◆ **Assignment**
Output every line below exactly.

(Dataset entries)
-- -- --

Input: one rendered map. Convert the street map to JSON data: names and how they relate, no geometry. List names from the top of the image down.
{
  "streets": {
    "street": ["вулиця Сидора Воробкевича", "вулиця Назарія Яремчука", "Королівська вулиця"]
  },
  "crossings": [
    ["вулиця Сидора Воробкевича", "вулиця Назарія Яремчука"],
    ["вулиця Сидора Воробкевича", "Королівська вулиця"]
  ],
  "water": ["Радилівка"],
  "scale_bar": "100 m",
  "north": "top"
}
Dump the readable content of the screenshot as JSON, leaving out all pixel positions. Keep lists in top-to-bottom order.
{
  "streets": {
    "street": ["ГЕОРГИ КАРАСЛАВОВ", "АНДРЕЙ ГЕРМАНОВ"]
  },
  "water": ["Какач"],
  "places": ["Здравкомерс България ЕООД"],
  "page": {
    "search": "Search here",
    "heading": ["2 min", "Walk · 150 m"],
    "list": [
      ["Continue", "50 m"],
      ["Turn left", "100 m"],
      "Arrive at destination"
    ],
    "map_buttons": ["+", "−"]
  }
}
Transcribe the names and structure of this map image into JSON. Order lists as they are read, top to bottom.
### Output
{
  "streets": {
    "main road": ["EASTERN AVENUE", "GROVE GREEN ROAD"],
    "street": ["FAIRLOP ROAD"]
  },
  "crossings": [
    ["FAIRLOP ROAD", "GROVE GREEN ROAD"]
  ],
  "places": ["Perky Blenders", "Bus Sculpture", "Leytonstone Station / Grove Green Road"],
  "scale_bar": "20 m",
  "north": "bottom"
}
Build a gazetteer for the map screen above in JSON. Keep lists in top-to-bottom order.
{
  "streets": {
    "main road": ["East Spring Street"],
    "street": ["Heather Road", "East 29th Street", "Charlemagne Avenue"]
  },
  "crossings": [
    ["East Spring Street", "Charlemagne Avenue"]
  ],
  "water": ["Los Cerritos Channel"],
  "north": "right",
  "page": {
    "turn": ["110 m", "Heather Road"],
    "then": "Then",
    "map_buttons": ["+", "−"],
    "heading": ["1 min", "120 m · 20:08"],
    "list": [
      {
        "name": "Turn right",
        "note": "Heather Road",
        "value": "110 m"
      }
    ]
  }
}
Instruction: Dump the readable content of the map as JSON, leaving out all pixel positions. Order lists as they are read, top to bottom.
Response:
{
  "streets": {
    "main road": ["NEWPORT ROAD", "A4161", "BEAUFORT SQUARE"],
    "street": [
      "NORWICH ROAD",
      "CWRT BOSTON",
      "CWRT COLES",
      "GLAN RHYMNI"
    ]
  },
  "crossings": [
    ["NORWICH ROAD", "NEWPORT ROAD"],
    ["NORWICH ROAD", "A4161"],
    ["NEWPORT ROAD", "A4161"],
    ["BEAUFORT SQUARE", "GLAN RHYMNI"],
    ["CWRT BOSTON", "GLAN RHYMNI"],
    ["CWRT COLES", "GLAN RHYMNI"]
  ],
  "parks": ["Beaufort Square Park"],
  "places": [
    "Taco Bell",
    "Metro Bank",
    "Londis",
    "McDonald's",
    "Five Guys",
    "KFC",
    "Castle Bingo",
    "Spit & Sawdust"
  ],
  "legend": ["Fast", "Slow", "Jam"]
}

-- -- --

◆ **Exercise result**
Input: one rendered map. Convert the street map to JSON data: names and how they relate, no geometry. List names from the top of the image down.
{
  "streets": {
    "street": ["вулиця Сидора Воробкевича", "вулиця Назарія Яремчука", "Королівська вулиця"]
  },
  "crossings": [
    ["вулиця Сидора Воробкевича", "вулиця Назарія Яремчука"],
    ["вулиця Сидора Воробкевича", "Королівська вулиця"]
  ],
  "water": ["Радилівка"],
  "scale_bar": "100 m",
  "north": "top"
}
Dump the readable content of the screenshot as JSON, leaving out all pixel positions. Keep lists in top-to-bottom order.
{
  "streets": {
    "street": ["ГЕОРГИ КАРАСЛАВОВ", "АНДРЕЙ ГЕРМАНОВ"]
  },
  "water": ["Какач"],
  "places": ["Здравкомерс България ЕООД"],
  "page": {
    "search": "Search here",
    "heading": ["2 min", "Walk · 150 m"],
    "list": [
      ["Continue", "50 m"],
      ["Turn left", "100 m"],
      "Arrive at destination"
    ],
    "map_buttons": ["+", "−"]
  }
}
Transcribe the names and structure of this map image into JSON. Order lists as they are read, top to bottom.
### Output
{
  "streets": {
    "main road": ["EASTERN AVENUE", "GROVE GREEN ROAD"],
    "street": ["FAIRLOP ROAD"]
  },
  "crossings": [
    ["FAIRLOP ROAD", "GROVE GREEN ROAD"]
  ],
  "places": ["Perky Blenders", "Bus Sculpture", "Leytonstone Station / Grove Green Road"],
  "scale_bar": "20 m",
  "north": "bottom"
}
Build a gazetteer for the map screen above in JSON. Keep lists in top-to-bottom order.
{
  "streets": {
    "main road": ["East Spring Street"],
    "street": ["Heather Road", "East 29th Street", "Charlemagne Avenue"]
  },
  "crossings": [
    ["East Spring Street", "Charlemagne Avenue"]
  ],
  "water": ["Los Cerritos Channel"],
  "north": "right",
  "page": {
    "turn": ["110 m", "Heather Road"],
    "then": "Then",
    "map_buttons": ["+", "−"],
    "heading": ["1 min", "120 m · 20:08"],
    "list": [
      {
        "name": "Turn right",
        "note": "Heather Road",
        "value": "110 m"
      }
    ]
  }
}
Instruction: Dump the readable content of the map as JSON, leaving out all pixel positions. Order lists as they are read, top to bottom.
Response:
{
  "streets": {
    "main road": ["NEWPORT ROAD", "A4161", "BEAUFORT SQUARE"],
    "street": [
      "NORWICH ROAD",
      "CWRT BOSTON",
      "CWRT COLES",
      "GLAN RHYMNI"
    ]
  },
  "crossings": [
    ["NORWICH ROAD", "NEWPORT ROAD"],
    ["NORWICH ROAD", "A4161"],
    ["NEWPORT ROAD", "A4161"],
    ["BEAUFORT SQUARE", "GLAN RHYMNI"],
    ["CWRT BOSTON", "GLAN RHYMNI"],
    ["CWRT COLES", "GLAN RHYMNI"]
  ],
  "parks": ["Beaufort Square Park"],
  "places": [
    "Taco Bell",
    "Metro Bank",
    "Londis",
    "McDonald's",
    "Five Guys",
    "KFC",
    "Castle Bingo",
    "Spit & Sawdust"
  ],
  "legend": ["Fast", "Slow", "Jam"]
}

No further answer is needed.